- _DATA FOR THIS EXERCISE_:
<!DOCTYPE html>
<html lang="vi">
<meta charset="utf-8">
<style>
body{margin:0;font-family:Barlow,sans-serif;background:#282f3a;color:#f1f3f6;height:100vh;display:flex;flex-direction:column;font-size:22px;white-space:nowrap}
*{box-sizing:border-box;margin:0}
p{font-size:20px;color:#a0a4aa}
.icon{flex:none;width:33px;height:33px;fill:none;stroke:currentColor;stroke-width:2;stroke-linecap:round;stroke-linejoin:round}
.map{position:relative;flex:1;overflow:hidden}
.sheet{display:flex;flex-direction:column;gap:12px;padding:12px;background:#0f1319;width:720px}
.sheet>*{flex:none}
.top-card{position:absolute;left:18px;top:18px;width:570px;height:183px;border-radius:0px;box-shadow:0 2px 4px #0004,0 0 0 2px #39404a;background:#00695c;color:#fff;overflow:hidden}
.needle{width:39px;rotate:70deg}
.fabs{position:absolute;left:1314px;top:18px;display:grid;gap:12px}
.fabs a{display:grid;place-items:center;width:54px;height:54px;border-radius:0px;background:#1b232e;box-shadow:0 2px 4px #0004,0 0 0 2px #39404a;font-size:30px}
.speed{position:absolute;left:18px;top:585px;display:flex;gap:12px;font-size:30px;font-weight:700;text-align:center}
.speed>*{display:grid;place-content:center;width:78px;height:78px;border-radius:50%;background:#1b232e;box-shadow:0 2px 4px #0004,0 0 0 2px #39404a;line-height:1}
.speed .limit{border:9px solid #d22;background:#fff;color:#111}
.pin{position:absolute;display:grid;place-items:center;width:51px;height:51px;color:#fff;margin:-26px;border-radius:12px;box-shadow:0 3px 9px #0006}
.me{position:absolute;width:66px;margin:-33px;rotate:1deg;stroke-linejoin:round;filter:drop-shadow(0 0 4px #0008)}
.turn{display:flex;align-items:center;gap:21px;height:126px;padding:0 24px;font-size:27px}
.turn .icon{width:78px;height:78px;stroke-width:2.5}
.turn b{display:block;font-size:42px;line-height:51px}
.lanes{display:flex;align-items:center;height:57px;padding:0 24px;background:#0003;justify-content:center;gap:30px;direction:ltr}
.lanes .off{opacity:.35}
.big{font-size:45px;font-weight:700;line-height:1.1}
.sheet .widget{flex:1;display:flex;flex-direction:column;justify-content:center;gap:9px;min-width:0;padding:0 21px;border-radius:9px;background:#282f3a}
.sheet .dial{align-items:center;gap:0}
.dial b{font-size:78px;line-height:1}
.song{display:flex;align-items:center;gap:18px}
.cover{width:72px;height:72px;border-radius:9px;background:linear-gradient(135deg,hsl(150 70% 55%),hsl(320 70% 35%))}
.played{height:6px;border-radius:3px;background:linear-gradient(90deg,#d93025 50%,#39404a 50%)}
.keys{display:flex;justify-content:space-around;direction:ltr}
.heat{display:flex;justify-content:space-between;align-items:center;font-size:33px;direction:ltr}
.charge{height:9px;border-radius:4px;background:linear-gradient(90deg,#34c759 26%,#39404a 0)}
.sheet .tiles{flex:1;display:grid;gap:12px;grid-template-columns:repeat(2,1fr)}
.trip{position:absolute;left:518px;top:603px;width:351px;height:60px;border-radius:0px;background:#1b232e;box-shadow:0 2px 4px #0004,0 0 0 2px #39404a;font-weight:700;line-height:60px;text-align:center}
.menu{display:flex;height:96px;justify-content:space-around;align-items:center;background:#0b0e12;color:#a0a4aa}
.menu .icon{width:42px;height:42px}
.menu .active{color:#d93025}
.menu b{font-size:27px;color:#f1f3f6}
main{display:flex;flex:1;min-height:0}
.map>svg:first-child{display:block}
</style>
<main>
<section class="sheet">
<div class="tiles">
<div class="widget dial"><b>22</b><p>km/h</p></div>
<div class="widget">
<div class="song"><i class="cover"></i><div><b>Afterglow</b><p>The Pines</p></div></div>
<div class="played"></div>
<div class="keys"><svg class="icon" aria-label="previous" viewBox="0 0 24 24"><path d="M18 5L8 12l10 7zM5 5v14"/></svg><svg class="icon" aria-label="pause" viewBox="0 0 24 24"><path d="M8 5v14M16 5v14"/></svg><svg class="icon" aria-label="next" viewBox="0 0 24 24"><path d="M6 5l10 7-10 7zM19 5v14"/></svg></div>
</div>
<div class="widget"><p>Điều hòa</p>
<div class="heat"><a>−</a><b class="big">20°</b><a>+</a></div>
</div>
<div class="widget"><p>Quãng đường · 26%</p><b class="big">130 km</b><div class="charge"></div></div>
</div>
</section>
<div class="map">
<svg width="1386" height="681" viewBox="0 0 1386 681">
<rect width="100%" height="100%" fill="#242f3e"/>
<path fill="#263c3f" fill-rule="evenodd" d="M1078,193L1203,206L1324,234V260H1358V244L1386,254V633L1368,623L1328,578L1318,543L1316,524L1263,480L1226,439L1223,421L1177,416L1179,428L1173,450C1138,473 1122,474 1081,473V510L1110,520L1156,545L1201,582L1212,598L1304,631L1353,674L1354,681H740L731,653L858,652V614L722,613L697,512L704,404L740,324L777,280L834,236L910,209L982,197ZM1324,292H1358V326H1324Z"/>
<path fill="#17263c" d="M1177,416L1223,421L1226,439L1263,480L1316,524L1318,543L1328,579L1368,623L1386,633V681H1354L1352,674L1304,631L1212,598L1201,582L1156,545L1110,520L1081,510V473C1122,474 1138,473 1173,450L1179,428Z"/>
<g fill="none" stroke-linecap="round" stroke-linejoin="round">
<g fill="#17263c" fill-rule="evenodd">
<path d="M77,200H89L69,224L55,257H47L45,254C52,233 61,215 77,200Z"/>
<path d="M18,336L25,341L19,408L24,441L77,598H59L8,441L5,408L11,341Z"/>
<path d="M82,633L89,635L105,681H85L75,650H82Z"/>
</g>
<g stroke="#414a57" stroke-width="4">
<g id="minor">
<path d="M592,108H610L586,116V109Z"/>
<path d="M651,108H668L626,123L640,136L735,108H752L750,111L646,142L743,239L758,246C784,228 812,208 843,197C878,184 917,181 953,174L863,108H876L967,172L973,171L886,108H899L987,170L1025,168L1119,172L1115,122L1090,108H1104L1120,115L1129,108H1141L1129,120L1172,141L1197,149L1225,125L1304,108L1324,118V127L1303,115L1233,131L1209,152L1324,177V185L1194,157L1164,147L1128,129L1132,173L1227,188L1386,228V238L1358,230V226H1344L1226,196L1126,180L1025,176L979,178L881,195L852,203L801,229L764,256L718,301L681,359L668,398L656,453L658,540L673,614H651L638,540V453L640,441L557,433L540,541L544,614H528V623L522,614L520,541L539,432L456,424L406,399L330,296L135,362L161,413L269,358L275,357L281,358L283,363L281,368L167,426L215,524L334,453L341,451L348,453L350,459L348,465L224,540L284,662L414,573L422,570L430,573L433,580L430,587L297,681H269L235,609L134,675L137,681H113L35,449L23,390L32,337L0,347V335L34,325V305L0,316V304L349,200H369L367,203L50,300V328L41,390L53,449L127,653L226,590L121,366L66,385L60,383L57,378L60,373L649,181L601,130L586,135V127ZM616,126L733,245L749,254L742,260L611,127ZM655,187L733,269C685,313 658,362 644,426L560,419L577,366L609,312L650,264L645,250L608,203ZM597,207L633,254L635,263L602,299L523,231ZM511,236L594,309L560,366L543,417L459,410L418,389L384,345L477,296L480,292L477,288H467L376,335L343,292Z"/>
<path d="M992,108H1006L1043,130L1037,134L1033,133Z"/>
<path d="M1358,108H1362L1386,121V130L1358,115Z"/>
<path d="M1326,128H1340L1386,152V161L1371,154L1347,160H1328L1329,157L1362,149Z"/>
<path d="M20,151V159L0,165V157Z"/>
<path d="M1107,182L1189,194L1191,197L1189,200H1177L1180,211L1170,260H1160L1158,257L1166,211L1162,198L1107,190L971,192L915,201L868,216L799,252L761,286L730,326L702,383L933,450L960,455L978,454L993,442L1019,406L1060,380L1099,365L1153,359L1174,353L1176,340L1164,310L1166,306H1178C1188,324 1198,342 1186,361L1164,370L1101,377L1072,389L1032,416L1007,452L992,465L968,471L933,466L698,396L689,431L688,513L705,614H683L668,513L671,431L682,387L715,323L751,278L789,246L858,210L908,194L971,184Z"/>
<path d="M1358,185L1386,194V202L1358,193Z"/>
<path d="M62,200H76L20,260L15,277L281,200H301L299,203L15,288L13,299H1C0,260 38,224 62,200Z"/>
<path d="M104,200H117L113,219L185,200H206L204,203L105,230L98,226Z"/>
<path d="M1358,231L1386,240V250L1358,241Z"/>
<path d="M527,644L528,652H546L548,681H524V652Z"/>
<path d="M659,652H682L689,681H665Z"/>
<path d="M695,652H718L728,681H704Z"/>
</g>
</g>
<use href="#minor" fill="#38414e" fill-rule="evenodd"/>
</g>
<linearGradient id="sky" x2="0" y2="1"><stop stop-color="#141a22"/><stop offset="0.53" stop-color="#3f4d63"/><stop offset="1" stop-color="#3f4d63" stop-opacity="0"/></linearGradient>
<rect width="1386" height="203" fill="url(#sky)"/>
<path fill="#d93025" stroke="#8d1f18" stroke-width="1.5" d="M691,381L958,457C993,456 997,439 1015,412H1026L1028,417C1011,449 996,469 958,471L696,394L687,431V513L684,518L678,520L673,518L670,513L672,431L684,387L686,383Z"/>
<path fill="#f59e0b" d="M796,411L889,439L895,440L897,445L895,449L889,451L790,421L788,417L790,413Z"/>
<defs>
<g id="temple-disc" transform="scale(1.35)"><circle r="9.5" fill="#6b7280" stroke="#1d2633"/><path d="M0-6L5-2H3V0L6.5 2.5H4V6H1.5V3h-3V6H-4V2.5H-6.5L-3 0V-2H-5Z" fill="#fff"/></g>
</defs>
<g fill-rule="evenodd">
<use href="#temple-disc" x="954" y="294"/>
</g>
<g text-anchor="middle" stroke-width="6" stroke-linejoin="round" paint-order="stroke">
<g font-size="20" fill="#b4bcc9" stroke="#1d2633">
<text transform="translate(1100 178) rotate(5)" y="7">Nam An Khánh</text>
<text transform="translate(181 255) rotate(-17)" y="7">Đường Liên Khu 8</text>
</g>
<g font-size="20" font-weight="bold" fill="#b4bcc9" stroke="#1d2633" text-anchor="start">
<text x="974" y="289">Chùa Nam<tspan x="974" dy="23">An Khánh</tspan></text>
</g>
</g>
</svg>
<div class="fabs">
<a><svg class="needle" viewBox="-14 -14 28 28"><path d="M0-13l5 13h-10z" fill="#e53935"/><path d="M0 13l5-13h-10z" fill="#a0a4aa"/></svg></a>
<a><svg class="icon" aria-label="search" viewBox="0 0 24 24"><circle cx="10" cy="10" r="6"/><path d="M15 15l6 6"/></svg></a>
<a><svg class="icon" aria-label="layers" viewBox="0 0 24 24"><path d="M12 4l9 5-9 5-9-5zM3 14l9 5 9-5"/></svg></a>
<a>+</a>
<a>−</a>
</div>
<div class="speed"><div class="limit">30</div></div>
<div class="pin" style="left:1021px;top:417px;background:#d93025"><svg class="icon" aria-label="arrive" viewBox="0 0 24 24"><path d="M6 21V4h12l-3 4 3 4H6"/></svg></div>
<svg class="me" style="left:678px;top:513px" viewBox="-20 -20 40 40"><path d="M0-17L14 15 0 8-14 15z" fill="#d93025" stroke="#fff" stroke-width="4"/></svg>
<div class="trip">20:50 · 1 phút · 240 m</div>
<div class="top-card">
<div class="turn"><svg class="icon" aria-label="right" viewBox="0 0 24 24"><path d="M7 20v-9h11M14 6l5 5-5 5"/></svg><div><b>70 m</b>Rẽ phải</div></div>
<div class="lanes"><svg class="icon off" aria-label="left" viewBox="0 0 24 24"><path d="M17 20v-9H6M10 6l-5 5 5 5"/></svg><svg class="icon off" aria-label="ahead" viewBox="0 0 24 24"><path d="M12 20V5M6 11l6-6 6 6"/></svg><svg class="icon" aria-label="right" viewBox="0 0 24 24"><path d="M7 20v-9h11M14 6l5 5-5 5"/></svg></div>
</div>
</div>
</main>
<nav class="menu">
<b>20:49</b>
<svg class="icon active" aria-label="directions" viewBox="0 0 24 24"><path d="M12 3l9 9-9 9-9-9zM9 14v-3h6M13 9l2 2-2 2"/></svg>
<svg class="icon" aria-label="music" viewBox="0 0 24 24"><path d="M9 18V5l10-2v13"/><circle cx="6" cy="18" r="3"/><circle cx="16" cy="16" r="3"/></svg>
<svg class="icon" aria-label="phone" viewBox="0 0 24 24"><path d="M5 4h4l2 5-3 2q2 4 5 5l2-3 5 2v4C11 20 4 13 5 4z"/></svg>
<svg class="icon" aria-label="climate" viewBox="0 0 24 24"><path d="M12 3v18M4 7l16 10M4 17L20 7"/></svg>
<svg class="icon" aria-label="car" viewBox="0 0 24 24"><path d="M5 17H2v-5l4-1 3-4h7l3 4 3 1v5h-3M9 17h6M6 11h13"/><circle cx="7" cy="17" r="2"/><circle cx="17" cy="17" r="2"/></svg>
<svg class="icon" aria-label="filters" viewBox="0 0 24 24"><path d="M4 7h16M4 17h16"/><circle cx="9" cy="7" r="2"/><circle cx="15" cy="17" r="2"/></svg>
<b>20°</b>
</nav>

- _ACTIVITY_: Count, in the data above, the lines that hold "hidden". Return only that count.

- _EXPECTED ANSWER_: 2